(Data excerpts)
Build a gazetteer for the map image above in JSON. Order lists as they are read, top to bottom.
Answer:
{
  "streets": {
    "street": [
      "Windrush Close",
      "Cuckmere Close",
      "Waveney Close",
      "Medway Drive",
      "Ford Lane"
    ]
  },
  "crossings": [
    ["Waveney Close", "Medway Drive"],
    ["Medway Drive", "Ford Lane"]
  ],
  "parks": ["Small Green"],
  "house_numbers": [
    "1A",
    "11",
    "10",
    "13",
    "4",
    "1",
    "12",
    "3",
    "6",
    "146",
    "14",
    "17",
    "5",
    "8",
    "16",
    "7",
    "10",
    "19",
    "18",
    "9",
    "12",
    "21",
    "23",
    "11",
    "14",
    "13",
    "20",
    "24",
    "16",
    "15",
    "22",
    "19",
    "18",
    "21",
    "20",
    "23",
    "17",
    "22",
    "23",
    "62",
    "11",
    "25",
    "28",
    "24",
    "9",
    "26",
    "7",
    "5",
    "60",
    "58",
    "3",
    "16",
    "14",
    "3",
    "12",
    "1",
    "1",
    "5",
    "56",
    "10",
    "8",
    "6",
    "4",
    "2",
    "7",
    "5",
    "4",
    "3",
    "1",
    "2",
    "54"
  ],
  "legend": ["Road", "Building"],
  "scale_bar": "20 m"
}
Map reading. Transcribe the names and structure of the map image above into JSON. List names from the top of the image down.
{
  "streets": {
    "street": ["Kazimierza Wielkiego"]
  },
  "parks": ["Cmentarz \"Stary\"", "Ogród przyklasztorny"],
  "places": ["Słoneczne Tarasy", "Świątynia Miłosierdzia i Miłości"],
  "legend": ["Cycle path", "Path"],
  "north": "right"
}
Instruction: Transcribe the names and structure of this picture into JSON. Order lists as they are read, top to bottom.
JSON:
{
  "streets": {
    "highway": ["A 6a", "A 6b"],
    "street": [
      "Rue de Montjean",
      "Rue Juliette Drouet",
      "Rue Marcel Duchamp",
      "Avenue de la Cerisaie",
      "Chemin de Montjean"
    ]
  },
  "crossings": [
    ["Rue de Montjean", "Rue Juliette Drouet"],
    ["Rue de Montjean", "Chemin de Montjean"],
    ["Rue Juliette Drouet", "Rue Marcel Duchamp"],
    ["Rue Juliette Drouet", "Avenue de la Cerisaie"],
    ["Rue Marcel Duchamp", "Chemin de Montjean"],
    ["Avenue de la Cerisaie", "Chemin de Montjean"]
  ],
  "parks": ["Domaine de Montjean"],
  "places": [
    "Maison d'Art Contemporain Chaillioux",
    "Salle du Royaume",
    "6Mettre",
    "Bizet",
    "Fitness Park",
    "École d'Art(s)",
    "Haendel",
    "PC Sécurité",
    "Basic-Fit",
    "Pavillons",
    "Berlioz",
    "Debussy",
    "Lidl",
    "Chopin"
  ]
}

→ **Task requirements**
The response should reproduce every entry above exactly.

→ **Written reply**
Build a gazetteer for the map image above in JSON. Order lists as they are read, top to bottom.
Answer:
{
  "streets": {
    "street": [
      "Windrush Close",
      "Cuckmere Close",
      "Waveney Close",
      "Medway Drive",
      "Ford Lane"
    ]
  },
  "crossings": [
    ["Waveney Close", "Medway Drive"],
    ["Medway Drive", "Ford Lane"]
  ],
  "parks": ["Small Green"],
  "house_numbers": [
    "1A",
    "11",
    "10",
    "13",
    "4",
    "1",
    "12",
    "3",
    "6",
    "146",
    "14",
    "17",
    "5",
    "8",
    "16",
    "7",
    "10",
    "19",
    "18",
    "9",
    "12",
    "21",
    "23",
    "11",
    "14",
    "13",
    "20",
    "24",
    "16",
    "15",
    "22",
    "19",
    "18",
    "21",
    "20",
    "23",
    "17",
    "22",
    "23",
    "62",
    "11",
    "25",
    "28",
    "24",
    "9",
    "26",
    "7",
    "5",
    "60",
    "58",
    "3",
    "16",
    "14",
    "3",
    "12",
    "1",
    "1",
    "5",
    "56",
    "10",
    "8",
    "6",
    "4",
    "2",
    "7",
    "5",
    "4",
    "3",
    "1",
    "2",
    "54"
  ],
  "legend": ["Road", "Building"],
  "scale_bar": "20 m"
}
Map reading. Transcribe the names and structure of the map image above into JSON. List names from the top of the image down.
{
  "streets": {
    "street": ["Kazimierza Wielkiego"]
  },
  "parks": ["Cmentarz \"Stary\"", "Ogród przyklasztorny"],
  "places": ["Słoneczne Tarasy", "Świątynia Miłosierdzia i Miłości"],
  "legend": ["Cycle path", "Path"],
  "north": "right"
}
Instruction: Transcribe the names and structure of this picture into JSON. Order lists as they are read, top to bottom.
JSON:
{
  "streets": {
    "highway": ["A 6a", "A 6b"],
    "street": [
      "Rue de Montjean",
      "Rue Juliette Drouet",
      "Rue Marcel Duchamp",
      "Avenue de la Cerisaie",
      "Chemin de Montjean"
    ]
  },
  "crossings": [
    ["Rue de Montjean", "Rue Juliette Drouet"],
    ["Rue de Montjean", "Chemin de Montjean"],
    ["Rue Juliette Drouet", "Rue Marcel Duchamp"],
    ["Rue Juliette Drouet", "Avenue de la Cerisaie"],
    ["Rue Marcel Duchamp", "Chemin de Montjean"],
    ["Avenue de la Cerisaie", "Chemin de Montjean"]
  ],
  "parks": ["Domaine de Montjean"],
  "places": [
    "Maison d'Art Contemporain Chaillioux",
    "Salle du Royaume",
    "6Mettre",
    "Bizet",
    "Fitness Park",
    "École d'Art(s)",
    "Haendel",
    "PC Sécurité",
    "Basic-Fit",
    "Pavillons",
    "Berlioz",
    "Debussy",
    "Lidl",
    "Chopin"
  ]
}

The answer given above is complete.